Return exactly the lines of the entries, from the one with "Give bounding boxes" to the last.

Stored data entries
****

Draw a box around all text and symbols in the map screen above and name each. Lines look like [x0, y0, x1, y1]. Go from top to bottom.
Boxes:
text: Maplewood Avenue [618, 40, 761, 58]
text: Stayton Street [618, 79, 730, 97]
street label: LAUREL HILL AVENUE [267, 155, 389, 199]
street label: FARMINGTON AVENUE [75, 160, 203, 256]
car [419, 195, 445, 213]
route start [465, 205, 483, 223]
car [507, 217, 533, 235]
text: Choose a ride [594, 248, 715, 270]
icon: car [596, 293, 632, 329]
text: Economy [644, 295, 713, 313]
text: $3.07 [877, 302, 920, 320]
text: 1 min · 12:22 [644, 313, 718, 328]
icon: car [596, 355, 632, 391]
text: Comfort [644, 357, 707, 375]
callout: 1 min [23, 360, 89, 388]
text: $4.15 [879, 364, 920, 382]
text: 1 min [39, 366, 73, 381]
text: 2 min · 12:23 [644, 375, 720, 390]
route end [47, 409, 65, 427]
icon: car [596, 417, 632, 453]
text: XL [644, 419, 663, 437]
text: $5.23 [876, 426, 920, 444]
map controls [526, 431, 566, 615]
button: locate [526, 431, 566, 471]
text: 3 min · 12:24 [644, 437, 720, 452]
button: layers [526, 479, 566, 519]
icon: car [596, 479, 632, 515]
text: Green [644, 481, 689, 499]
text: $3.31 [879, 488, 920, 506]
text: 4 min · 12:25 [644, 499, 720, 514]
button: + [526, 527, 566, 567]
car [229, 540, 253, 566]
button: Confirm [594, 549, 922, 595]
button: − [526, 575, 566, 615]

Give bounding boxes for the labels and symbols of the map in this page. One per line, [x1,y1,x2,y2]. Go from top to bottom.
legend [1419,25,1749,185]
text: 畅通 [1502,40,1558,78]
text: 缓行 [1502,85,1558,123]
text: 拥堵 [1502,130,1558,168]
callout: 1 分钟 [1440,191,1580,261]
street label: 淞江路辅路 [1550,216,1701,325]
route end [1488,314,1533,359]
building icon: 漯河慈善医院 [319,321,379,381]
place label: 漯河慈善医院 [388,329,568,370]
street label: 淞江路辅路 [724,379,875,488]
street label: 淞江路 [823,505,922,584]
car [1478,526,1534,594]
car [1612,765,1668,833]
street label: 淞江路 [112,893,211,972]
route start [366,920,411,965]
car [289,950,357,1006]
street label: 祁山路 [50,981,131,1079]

****

> _SOLUTION TO THE EXERCISE_
Give bounding boxes for the labels and symbols of the map in this page. One per line, [x1,y1,x2,y2]. Go from top to bottom.
legend [1419,25,1749,185]
text: 畅通 [1502,40,1558,78]
text: 缓行 [1502,85,1558,123]
text: 拥堵 [1502,130,1558,168]
callout: 1 分钟 [1440,191,1580,261]
street label: 淞江路辅路 [1550,216,1701,325]
route end [1488,314,1533,359]
building icon: 漯河慈善医院 [319,321,379,381]
place label: 漯河慈善医院 [388,329,568,370]
street label: 淞江路辅路 [724,379,875,488]
street label: 淞江路 [823,505,922,584]
car [1478,526,1534,594]
car [1612,765,1668,833]
street label: 淞江路 [112,893,211,972]
route start [366,920,411,965]
car [289,950,357,1006]
street label: 祁山路 [50,981,131,1079]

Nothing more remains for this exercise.